- **Exercise requirements**
Set down every entry again, exactly as it appears.

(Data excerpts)
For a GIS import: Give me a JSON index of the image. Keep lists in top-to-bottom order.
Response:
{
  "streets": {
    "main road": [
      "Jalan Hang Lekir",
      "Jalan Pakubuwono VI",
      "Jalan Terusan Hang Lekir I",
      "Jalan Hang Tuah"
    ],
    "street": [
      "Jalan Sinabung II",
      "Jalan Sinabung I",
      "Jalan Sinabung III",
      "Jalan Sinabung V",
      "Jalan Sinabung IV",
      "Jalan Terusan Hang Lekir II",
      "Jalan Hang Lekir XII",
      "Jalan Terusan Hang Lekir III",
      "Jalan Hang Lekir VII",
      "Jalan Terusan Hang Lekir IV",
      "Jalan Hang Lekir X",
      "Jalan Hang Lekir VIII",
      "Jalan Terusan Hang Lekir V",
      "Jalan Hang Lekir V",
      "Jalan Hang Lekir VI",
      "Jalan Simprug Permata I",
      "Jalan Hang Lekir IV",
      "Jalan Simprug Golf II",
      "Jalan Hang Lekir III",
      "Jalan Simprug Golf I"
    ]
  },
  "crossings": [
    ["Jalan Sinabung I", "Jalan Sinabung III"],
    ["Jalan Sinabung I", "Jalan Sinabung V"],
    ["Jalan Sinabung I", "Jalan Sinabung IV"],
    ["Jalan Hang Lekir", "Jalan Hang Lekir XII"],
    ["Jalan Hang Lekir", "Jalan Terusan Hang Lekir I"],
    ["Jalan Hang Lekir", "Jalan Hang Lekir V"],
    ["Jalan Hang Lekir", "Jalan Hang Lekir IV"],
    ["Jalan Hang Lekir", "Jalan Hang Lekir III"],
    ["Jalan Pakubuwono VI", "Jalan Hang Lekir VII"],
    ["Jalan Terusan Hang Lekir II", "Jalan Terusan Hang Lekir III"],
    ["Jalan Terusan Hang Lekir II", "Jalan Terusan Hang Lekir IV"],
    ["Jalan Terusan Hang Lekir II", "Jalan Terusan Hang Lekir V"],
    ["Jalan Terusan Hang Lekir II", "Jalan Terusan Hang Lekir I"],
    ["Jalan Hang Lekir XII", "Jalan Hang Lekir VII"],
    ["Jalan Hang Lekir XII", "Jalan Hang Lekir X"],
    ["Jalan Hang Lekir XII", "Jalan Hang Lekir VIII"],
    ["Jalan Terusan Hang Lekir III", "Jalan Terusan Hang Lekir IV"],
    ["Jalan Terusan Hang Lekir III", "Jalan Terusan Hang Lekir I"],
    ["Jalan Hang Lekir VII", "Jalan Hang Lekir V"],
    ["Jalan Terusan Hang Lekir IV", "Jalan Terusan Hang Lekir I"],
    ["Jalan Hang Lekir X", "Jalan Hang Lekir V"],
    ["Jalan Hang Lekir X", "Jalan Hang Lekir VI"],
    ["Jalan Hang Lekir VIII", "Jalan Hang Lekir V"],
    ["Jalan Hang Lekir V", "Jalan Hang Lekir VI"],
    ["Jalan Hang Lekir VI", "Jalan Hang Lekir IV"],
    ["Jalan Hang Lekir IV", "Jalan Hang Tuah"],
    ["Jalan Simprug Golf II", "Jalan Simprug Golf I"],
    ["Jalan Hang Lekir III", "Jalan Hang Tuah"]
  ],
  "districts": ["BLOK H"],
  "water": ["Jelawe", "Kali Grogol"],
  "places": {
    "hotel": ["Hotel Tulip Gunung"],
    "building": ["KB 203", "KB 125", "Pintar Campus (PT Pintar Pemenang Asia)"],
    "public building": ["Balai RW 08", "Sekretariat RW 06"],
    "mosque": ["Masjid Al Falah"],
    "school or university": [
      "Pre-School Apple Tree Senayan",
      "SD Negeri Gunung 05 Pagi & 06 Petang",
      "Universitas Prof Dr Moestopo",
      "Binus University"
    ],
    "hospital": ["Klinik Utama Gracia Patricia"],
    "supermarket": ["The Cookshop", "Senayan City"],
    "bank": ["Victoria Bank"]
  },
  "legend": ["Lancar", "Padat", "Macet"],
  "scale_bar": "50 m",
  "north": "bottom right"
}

- **Expected output**
For a GIS import: Give me a JSON index of the image. Keep lists in top-to-bottom order.
Response:
{
  "streets": {
    "main road": [
      "Jalan Hang Lekir",
      "Jalan Pakubuwono VI",
      "Jalan Terusan Hang Lekir I",
      "Jalan Hang Tuah"
    ],
    "street": [
      "Jalan Sinabung II",
      "Jalan Sinabung I",
      "Jalan Sinabung III",
      "Jalan Sinabung V",
      "Jalan Sinabung IV",
      "Jalan Terusan Hang Lekir II",
      "Jalan Hang Lekir XII",
      "Jalan Terusan Hang Lekir III",
      "Jalan Hang Lekir VII",
      "Jalan Terusan Hang Lekir IV",
      "Jalan Hang Lekir X",
      "Jalan Hang Lekir VIII",
      "Jalan Terusan Hang Lekir V",
      "Jalan Hang Lekir V",
      "Jalan Hang Lekir VI",
      "Jalan Simprug Permata I",
      "Jalan Hang Lekir IV",
      "Jalan Simprug Golf II",
      "Jalan Hang Lekir III",
      "Jalan Simprug Golf I"
    ]
  },
  "crossings": [
    ["Jalan Sinabung I", "Jalan Sinabung III"],
    ["Jalan Sinabung I", "Jalan Sinabung V"],
    ["Jalan Sinabung I", "Jalan Sinabung IV"],
    ["Jalan Hang Lekir", "Jalan Hang Lekir XII"],
    ["Jalan Hang Lekir", "Jalan Terusan Hang Lekir I"],
    ["Jalan Hang Lekir", "Jalan Hang Lekir V"],
    ["Jalan Hang Lekir", "Jalan Hang Lekir IV"],
    ["Jalan Hang Lekir", "Jalan Hang Lekir III"],
    ["Jalan Pakubuwono VI", "Jalan Hang Lekir VII"],
    ["Jalan Terusan Hang Lekir II", "Jalan Terusan Hang Lekir III"],
    ["Jalan Terusan Hang Lekir II", "Jalan Terusan Hang Lekir IV"],
    ["Jalan Terusan Hang Lekir II", "Jalan Terusan Hang Lekir V"],
    ["Jalan Terusan Hang Lekir II", "Jalan Terusan Hang Lekir I"],
    ["Jalan Hang Lekir XII", "Jalan Hang Lekir VII"],
    ["Jalan Hang Lekir XII", "Jalan Hang Lekir X"],
    ["Jalan Hang Lekir XII", "Jalan Hang Lekir VIII"],
    ["Jalan Terusan Hang Lekir III", "Jalan Terusan Hang Lekir IV"],
    ["Jalan Terusan Hang Lekir III", "Jalan Terusan Hang Lekir I"],
    ["Jalan Hang Lekir VII", "Jalan Hang Lekir V"],
    ["Jalan Terusan Hang Lekir IV", "Jalan Terusan Hang Lekir I"],
    ["Jalan Hang Lekir X", "Jalan Hang Lekir V"],
    ["Jalan Hang Lekir X", "Jalan Hang Lekir VI"],
    ["Jalan Hang Lekir VIII", "Jalan Hang Lekir V"],
    ["Jalan Hang Lekir V", "Jalan Hang Lekir VI"],
    ["Jalan Hang Lekir VI", "Jalan Hang Lekir IV"],
    ["Jalan Hang Lekir IV", "Jalan Hang Tuah"],
    ["Jalan Simprug Golf II", "Jalan Simprug Golf I"],
    ["Jalan Hang Lekir III", "Jalan Hang Tuah"]
  ],
  "districts": ["BLOK H"],
  "water": ["Jelawe", "Kali Grogol"],
  "places": {
    "hotel": ["Hotel Tulip Gunung"],
    "building": ["KB 203", "KB 125", "Pintar Campus (PT Pintar Pemenang Asia)"],
    "public building": ["Balai RW 08", "Sekretariat RW 06"],
    "mosque": ["Masjid Al Falah"],
    "school or university": [
      "Pre-School Apple Tree Senayan",
      "SD Negeri Gunung 05 Pagi & 06 Petang",
      "Universitas Prof Dr Moestopo",
      "Binus University"
    ],
    "hospital": ["Klinik Utama Gracia Patricia"],
    "supermarket": ["The Cookshop", "Senayan City"],
    "bank": ["Victoria Bank"]
  },
  "legend": ["Lancar", "Padat", "Macet"],
  "scale_bar": "50 m",
  "north": "bottom right"
}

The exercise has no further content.